Supply the number of lines in the data below that hold "Vendée", and let that number be the whole answer.

Collected data entries:
***

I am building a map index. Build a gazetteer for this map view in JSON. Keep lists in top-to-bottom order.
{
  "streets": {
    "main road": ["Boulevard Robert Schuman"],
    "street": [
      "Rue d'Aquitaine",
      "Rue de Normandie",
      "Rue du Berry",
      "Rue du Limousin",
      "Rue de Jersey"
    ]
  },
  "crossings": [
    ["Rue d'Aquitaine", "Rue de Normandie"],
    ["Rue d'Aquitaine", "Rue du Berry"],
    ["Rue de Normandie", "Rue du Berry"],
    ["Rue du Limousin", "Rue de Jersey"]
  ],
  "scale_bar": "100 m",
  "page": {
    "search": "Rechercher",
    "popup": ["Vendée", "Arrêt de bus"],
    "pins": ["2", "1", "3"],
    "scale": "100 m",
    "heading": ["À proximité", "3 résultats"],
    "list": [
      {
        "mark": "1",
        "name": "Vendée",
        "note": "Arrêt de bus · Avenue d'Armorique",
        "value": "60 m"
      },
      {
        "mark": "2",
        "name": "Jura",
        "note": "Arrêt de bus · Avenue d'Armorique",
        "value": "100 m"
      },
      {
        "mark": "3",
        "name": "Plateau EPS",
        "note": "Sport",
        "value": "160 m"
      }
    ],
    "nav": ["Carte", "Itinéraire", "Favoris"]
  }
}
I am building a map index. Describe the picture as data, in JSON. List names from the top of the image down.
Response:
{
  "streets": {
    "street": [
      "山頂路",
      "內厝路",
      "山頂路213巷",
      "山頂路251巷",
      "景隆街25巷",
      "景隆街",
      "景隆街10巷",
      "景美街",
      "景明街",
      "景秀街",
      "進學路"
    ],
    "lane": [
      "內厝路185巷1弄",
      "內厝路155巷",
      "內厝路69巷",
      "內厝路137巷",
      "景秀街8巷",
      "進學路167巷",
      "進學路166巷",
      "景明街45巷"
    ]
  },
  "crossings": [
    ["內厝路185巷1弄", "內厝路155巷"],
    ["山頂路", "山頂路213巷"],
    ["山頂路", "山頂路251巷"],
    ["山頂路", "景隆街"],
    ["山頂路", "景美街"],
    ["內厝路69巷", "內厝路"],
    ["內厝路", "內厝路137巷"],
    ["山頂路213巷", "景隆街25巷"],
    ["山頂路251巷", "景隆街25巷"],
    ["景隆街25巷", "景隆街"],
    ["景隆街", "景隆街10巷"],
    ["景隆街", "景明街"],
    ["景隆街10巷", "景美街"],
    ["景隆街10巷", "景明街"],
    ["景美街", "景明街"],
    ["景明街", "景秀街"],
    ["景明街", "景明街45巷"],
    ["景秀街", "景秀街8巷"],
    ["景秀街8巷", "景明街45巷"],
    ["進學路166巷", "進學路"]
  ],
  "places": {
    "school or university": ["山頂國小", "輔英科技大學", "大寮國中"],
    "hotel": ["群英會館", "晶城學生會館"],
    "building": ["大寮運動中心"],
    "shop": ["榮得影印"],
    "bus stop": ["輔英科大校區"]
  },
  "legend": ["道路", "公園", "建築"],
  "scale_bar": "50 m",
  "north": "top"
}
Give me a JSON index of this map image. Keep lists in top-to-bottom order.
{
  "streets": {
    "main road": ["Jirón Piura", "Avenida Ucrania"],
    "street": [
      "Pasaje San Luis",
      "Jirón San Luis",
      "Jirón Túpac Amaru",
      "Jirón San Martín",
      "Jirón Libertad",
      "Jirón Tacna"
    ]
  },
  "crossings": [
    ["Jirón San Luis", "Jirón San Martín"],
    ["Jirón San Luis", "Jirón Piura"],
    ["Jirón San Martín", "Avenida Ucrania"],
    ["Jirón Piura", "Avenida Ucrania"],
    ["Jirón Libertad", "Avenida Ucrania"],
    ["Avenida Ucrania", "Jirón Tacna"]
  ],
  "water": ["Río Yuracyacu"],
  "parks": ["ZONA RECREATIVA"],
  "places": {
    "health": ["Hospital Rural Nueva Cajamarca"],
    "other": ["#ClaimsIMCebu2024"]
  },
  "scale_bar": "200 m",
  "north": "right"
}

***

TASK RESPONSE: 2